9. Januar 2016

Haushalt: Handlungsgrundlage und Blick in die Zukunft

Die Stadt Eberswalde ist grundsätzlich dort angekommen, wo aktuell Haushaltsplanung stehen muss. Der Haushalt ist finanzierbar, er bietet weiterhin vielfältige Möglichkeiten für Investitionen, und er sichert kontinuierlich die Finanzierung der Bereiche Soziales, Kultur und Sport. So sollten diejenigen, die den Haushalt letztlich beschließen sollen, eigentlich rundum zufrieden sein.
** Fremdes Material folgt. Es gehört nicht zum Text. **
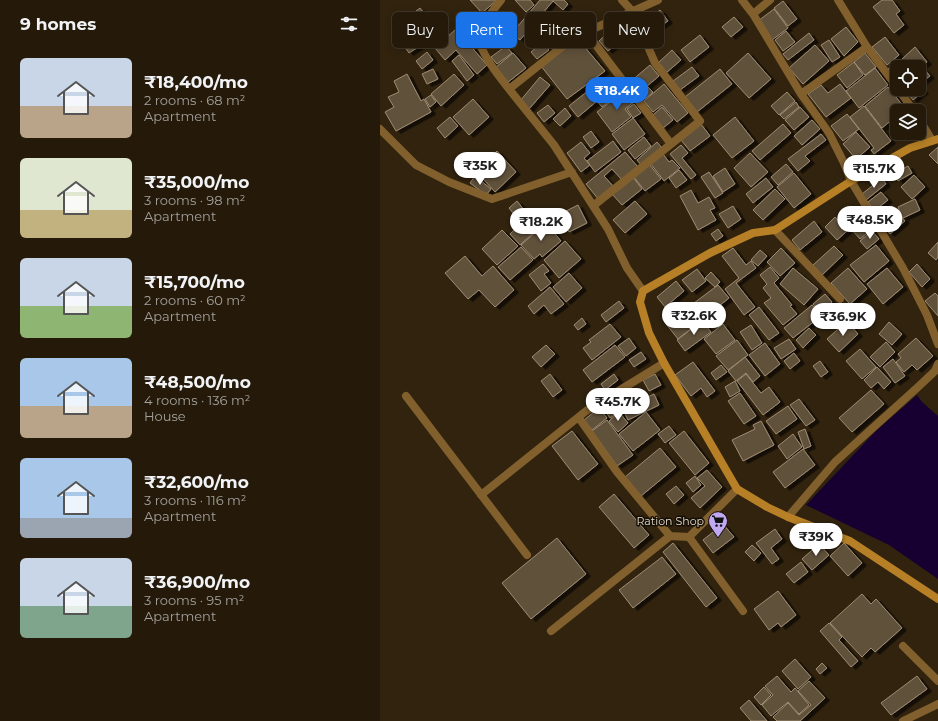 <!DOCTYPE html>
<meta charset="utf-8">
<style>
body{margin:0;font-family:Montserrat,sans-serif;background:#312718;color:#f1f3f6;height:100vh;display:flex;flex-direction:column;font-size:15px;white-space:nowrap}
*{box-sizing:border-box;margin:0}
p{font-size:13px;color:#a3a19c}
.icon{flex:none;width:22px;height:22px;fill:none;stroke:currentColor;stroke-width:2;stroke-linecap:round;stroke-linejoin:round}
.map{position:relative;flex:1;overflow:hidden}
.drawer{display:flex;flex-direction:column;background:#251a0a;width:380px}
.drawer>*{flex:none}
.top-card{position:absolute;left:12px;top:12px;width:380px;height:36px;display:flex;gap:8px}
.buttons{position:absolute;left:510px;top:60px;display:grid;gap:8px}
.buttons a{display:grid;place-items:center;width:36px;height:36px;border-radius:6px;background:#251a0a;box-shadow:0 2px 10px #0003,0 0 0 1px #42382b;font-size:20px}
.price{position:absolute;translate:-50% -34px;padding:0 9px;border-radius:14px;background:#fff;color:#222;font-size:13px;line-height:26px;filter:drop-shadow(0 1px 2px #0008)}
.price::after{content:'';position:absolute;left:50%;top:24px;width:12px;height:9px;margin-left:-6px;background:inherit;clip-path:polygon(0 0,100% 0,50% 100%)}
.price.active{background:#1a73e8;color:#fff}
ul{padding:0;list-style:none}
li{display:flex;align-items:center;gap:12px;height:100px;padding:0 20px}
li span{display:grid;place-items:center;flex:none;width:112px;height:80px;border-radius:6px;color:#555}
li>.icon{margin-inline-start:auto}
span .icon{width:48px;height:48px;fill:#fffc;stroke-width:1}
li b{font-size:17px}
h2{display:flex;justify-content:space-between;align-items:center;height:48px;padding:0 20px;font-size:17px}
.pill{padding:0 14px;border-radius:6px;background:#251a0a;box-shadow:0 2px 10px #0003,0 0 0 1px #42382b;font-size:14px;line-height:36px}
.pill.active{background:#1a73e8;color:#fff}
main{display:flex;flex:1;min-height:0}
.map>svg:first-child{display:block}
.water{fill:#170031}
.building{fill:#61513a;stroke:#9e8c74;filter:url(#shadow)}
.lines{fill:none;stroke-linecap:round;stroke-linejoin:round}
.street{stroke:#82602e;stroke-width:8}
.secondary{stroke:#b78026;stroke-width:8}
.labels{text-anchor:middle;stroke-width:3;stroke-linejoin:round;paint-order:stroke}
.poi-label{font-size:11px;fill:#e4dbce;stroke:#140e05;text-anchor:end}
</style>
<main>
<section class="drawer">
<h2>9 homes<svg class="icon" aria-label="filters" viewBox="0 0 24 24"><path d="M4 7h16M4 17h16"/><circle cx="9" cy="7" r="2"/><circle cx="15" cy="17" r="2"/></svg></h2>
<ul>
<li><span style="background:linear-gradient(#c9d6e8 60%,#b9a48a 0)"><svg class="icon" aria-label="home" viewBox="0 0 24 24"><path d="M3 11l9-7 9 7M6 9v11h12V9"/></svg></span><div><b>₹18,400/mo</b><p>2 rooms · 68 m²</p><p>Apartment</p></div></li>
<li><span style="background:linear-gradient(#dfe7d0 65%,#c2b280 0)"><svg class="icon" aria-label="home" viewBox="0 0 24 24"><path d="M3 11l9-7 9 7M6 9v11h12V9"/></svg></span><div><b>₹35,000/mo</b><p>3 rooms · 98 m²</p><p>Apartment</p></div></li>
<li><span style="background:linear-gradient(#c9d6e8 60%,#8fb573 0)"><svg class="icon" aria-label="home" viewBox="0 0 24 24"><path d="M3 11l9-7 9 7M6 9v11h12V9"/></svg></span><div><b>₹15,700/mo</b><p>2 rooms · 60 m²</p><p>Apartment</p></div></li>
<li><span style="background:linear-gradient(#a9c7e8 60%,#b9a48a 0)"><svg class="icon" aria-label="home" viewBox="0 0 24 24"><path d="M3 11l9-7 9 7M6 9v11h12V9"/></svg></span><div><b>₹48,500/mo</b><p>4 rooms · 136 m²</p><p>House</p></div></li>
<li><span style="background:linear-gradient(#a9c7e8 75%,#9aa5b1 0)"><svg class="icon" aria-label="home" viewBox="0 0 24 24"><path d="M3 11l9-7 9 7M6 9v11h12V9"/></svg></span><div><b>₹32,600/mo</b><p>3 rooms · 116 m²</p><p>Apartment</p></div></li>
<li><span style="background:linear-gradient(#c9d6e8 60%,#7fa58c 0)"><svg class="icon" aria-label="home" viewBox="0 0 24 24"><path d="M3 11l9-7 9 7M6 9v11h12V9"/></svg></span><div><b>₹36,900/mo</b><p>3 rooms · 95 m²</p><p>Apartment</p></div></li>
</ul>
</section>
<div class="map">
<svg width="558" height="721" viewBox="0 0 558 721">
<defs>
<filter id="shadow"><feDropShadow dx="4.5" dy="2.5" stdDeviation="0" flood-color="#0009"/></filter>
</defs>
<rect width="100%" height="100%" fill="#31230e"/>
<path class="water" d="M537,395L542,402L558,416V579L509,545L426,505L496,431Z"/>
<path class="building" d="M90,0H117L102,13Z
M135,0H150L154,5L146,12Z
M160,0H184L188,4L183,10L173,1L140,40L132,33Z
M502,0H512L520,11L516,14L524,25L514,33L493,7Z
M403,1L417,19L408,26L394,8Z
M40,8L55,27L46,34L31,15Z
M394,9L408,28L392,40L378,21Z
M280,10L288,21L270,33L263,23Z
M354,17L363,27L351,37L342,27Z
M28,22L43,44L29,53L14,31Z
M55,27L65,39L76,29L107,65L97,74L76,50L65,60L45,36Z
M158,27L172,44L169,47L163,41L158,45L149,35Z
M234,27L244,37L228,51L219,41Z
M466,27L478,42L464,56L451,39Z
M406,31L415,42L403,51L395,40Z
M429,33L434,40L408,60L403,54Z
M320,35L329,47L310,62L301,50Z
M505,37L519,55L507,65L492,47Z
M197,38L225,71L187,99L161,66Z
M449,40L460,57L452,62L441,45Z
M162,43L169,50L157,59L151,52Z
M435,45L449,61L423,84L409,68Z
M126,46L132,53L117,64L111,57Z
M535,47L547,62L539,69V67H528L522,59Z
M292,50L301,60L286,73L277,64Z
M47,52L53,60L42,69L36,61Z
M133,53L146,68L127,83L115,68Z
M368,53L391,79L369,98L346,73Z
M485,53L496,67L485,75L474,62Z
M79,55L94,75L87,81L72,61Z
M520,60L526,67H517V80L508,69Z
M474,62L483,75L467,88L457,75Z
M270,65L279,76L259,93L250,82Z
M312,67L319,76L300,90L293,81Z
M495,68L508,85L479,108L466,91Z
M53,69L58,79L47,84L42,74Z
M340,69L352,84L317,112L305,97Z
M544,69L550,76L542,82L539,79V73Z
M27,74L41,101L44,99L51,112L16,131L5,112L14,107L8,97L19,92L14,81Z
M74,74L84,85L61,106L51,94Z
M160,77L170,85L149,109L140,101Z
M223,79L236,96L222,107L217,101L198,117L189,106Z
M284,84L308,113L297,122L282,105L273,112L264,101Z
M460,84L471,98L446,117L428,94L441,85L448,93Z
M267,86L273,92L265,99L259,93Z
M539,86L544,91L533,100L524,89H539Z
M508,87L523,106L512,115L514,118L502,128L485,106Z
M246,90L255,101L245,109L251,117L232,132L217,112Z
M407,92L415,101L399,115L391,106Z
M51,95L56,102L50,107L45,99Z
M93,99L109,117L89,135L73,117Z
M416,102L419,107L404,119L400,115Z
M254,104L261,113L253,118L247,109Z
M168,105L175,113L164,122L157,113Z
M484,106L511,141L494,154L491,150L494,148L470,117Z
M282,107L293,120L283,128L273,115Z
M420,107L429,117L414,130L405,120Z
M185,108L191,116L180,126L173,119Z
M467,114L479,129L463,141L451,126Z
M70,117L78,126L65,138L57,128Z
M355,117L374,141L352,158L333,135Z
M253,118L265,134L244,150L232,134Z
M432,120L440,129L422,145L414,136Z
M321,124L330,136L310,151L301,140Z
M403,124L411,133L380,160L372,151Z
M211,131L219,142L211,148L203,137Z
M476,132L490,147L476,159L463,144Z
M441,134L446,140L425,156L430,161L418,171L408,159Z
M264,137L271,146L255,159L248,150Z
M233,141L241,152L215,172L207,161Z
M201,142L210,153L204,158L210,165L201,172L187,153Z
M277,142L282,148L262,166L257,160Z
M301,145L308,153L302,158L316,175L311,179L290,154Z
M558,147V164L549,155Z
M117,151L136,172L115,192L96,171Z
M245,152L258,167L242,180L232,169L224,176L234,187L219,200L206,184Z
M370,153L388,172L371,187L354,168Z
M283,154L289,162L292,160L300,168L284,181L271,164Z
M269,164L281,179L265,191L253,176Z
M406,164L413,172L398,185L391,177Z
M528,166L532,173L518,181L514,174Z
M345,168L355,184L343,192L333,176Z
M299,170L307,180L296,188L289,178Z
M329,172L343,193L335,198L321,177Z
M414,173L431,194L414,208L397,187Z
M534,175L545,187L532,199L521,187Z
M95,176L111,189L106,195L90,183Z
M253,177L262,189L242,205L232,194Z
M386,178L393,187L373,203L366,194Z
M502,178L506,184L486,200L482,194Z
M395,189L405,199L383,220L373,210Z
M311,190L318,203L329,197L335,208L330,210L336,220L318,230L300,196Z
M501,192L508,200L494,211L488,202Z
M535,199L540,210L523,218L518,207Z
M137,201L148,215L140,222L129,208Z
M255,201L267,214L245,233L233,220Z
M198,205L207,223L189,232L180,214Z
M353,206L361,219L348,228L339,214Z
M512,206L525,221L510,234L497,219Z
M455,217L467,231L457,240L445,227Z
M144,221L154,232L140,245L130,234Z
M434,221L442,232L420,250L412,240Z
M483,221L491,230L480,239L472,230Z
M166,223L181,241L162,257L160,254L154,259L141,245Z
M338,229L343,236L336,241L331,234Z
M122,230L138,246L117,265L102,249Z
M492,231L499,239L487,249L480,241Z
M185,241L201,259L179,278L164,260Z
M558,242V257L556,260L548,253Z
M496,245L509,261L484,282L470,265Z
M454,246L463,255L442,275L433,265Z
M141,247L153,260L130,280L118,267Z
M353,248L366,265L371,261L376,268L356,283L375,307L364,315L345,289L359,278L342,256Z
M401,248L415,263L400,276L387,262Z
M380,250L387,256L378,266L371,260Z
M85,256L102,276L113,266L134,290L115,307L99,290L88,299L65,273Z
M163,264L169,271L164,274L171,283L161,291L149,275Z
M537,264L550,279L542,287L529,272Z
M390,267L399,278L394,283L412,305L410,306L417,314L403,325L384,303L391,298L383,288L387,284L380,275Z
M413,268L438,289L424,305L400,284Z
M468,268L487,289L470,304L451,283Z
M507,268L523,287L503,304L487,284Z
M317,269L326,281L312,292L302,280Z
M331,272L340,282L335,287L325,278Z
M189,273L202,288L186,302L173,287Z
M296,281L304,291L285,307L277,297Z
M338,285L349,298L298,339L286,324Z
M170,287L184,304L171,314L164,305L154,314L148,306Z
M555,293L558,296V316L545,301Z
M445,294L452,302L446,308L450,313L444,318L433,304Z
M239,301L244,308L226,322L221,315Z
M432,305L441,316L413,338L404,328Z
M379,307L399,333L389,340L369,315Z
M202,318L206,324L198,330L194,325Z
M322,321L331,332L305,351L297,340Z
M467,321L478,334L459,352L447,339Z
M509,322L522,334L512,345L499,334Z
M230,324L241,337L212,360L203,348L211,342L209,340Z
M343,324L355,340L336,354L324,339Z
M371,325L382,343L372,350L360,332Z
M429,328L436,335L423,348L416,340Z
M249,338L256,348L246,356L238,346Z
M536,338L553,356L537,370L532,365L524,372L516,362L521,358L518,354Z
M409,339L416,349L401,359L394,348Z
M357,340L368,355L348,370L336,356Z
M506,342L515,352L500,367L490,357Z
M385,343L400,364L385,376L369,355Z
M166,345L175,354L161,367L152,357Z
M235,345L245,357L212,382L203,370Z
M480,349L496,367L482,379L466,361Z
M261,352L266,359L254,367L249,360Z
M414,353L420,361L410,369L404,361Z
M365,357L380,376L373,382L366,373L356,381L348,371Z
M513,359L525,376L515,383L503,367Z
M440,361L448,372L441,377L433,366Z
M313,362L335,391L327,397L321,388L311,396L295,375Z
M341,365L347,372L336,380L331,373Z
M497,367L511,382L504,389L498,382L491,388L484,380Z
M170,374L182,390L173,397L161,381Z
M234,374L238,380L225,390L221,384Z
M275,374L281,385L269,391L263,380Z
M366,374L381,393L389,387L400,402L383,415L357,381Z
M355,381L360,391L350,397L345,387Z
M250,387L258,399L230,418L222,406Z
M491,390L504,404L472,432L459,418Z
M360,393L376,416L364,424L348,401Z
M274,394L279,405L248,420L243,409Z
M419,399L435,420L426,426L410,405Z
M408,406L417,419L396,434L386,421Z
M219,408L227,418L212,430L204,420Z
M239,412L248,423L238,432L229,421Z
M266,412L280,430L253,451L239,434Z
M227,420L253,455L237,466L212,431Z
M381,421L394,445L363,461L352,440L375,429L373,425Z
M289,426L296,435L285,443L278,434Z
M425,429L431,446L424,449L418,432Z
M192,431L218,464L198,480L172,446Z
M304,431L329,463L315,475L289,443Z
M413,434L422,447L407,459L398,446Z
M280,448L296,467L261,496L245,477Z
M423,449L435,465L405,488L393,472Z
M327,470L342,487L320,508L311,498L325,486L317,478Z
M315,476L321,485L313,492L306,483Z
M296,486L304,495L294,504L286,494Z
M234,494L269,535L254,548L219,507Z
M343,524L354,537L333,553L323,540Z
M395,529L402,539L391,548L399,559L392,564L376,543Z
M177,538L206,574L151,619L122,583Z
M293,543L337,598L326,607L283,552Z
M464,543L482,563L468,576L450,556Z
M439,544L449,555L432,570L422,559Z
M372,545L381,553L374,561L365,552Z
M282,557L296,574L253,608L239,590Z
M421,562L428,572L414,583L406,574Z
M398,591L416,615L401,627L398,623L389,630L374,609Z
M482,594L491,604L496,599L522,628L495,652L491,648L482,657L450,623Z
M449,623L462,637L459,640L478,661L471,667L440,631Z
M415,659L431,677L418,689L402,671Z
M442,663L447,668L440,674L436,669Z
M397,676L411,692L415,688L429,705L419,714L408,702L391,716L382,705L393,695L385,686Z
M537,676L547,689L511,715L501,703Z
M429,681L445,698L420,721H397L393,717L408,703L419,715L431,705L418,691Z
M384,687L391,695L381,705L374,697Z
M369,700L387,721H371L360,708Z"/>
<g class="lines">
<path class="street" d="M121,0L96,32C102,55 114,70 129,89
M362,0L373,14L421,94L449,133L464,163L471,181L523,268L547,315L558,344
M458,0L487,47L517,87
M373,14L390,0
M206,32L291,144
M518,89L534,111
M421,94L487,47
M539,119L552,140
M0,129L36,165L69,182L112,199L192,172
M213,206L320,121L275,63L253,12L242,0
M395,230L460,299
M263,291L247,268L228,229L174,145L129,89L188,42L206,32L278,0
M26,396L147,555
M199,418L237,472L290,536L309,537L357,489
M101,495L206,411L284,363
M408,517L455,462L538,387L555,371L558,364
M309,537L363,611
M171,631L290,536
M523,646L558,681
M523,721L558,704"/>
<path class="secondary" d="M558,139L530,148L471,181L395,230L373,233L330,253L263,291L260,302L269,333L284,363L357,489L387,507L408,517L470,541L558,599"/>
</g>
<defs>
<symbol id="supermarket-pin" viewBox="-11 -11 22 30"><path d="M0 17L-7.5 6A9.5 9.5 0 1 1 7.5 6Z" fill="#c1a8f3" stroke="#140e05"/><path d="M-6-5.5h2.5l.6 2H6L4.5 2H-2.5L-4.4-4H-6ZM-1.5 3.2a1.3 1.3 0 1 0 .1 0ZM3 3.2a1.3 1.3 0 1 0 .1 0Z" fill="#111"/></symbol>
</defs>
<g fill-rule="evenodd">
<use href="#supermarket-pin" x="327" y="510" width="22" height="30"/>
</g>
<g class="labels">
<g class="poi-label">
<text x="324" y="525">Ration Shop</text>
</g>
</g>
</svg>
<div class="buttons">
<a><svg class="icon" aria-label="locate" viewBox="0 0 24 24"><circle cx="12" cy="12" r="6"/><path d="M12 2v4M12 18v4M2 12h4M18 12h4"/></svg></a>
<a><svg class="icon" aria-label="layers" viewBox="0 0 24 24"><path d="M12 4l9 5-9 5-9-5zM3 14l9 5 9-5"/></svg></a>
</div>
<b class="price active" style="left:237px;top:111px">₹18.4K</b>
<b class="price" style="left:100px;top:186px">₹35K</b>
<b class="price" style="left:494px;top:189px">₹15.7K</b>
<b class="price" style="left:490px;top:240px">₹48.5K</b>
<b class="price" style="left:161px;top:242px">₹18.2K</b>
<b class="price" style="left:314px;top:336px">₹32.6K</b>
<b class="price" style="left:463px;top:337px">₹36.9K</b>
<b class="price" style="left:238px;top:422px">₹45.7K</b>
<b class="price" style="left:436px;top:557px">₹39K</b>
<div class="top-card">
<a class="pill">Buy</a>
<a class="pill active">Rent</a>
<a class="pill">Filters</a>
<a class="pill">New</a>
</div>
</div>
</main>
Die Eberswalder Fraktion der LINKEN hat dennoch weitergehende Ansprüche. Auch in diesem Jahr ist die Beschreibung der Produkte und Produktgruppen und deren strategischer Zielsetzung nicht durchgängig präzise und transparent. Das erschwert den Entscheidern einerseits die Einordnung in die gesamtstädtische Strategie und andererseits die Kontrolle im Verlauf des Haushaltsjahres. Ohnehin sind im doppischen Haushalt Vor- und Nachteile ungleich verteilt. Klarer Vorteil ist ein flexibleres Verwaltungshandeln. Der Vorteil liegt also bei der Verwaltung. Klarer Nachteil ist, dass dieses flexible Handeln von den Stadtverordneten praktisch nicht kontrollierbar ist. Eine quartalsweise Berichterstattung zum Haushalt könnte diesen Nachteil wenigstens etwas mindern. Auch eine fristgerechte Vorlage der Jahreshaushaltsrechnung gäbe den Stadtverordneten ein wichtiges Instrument der Haushaltsplanung in die Hand. Eine effektive Haushaltskontrolle ist derzeit also kaum möglich.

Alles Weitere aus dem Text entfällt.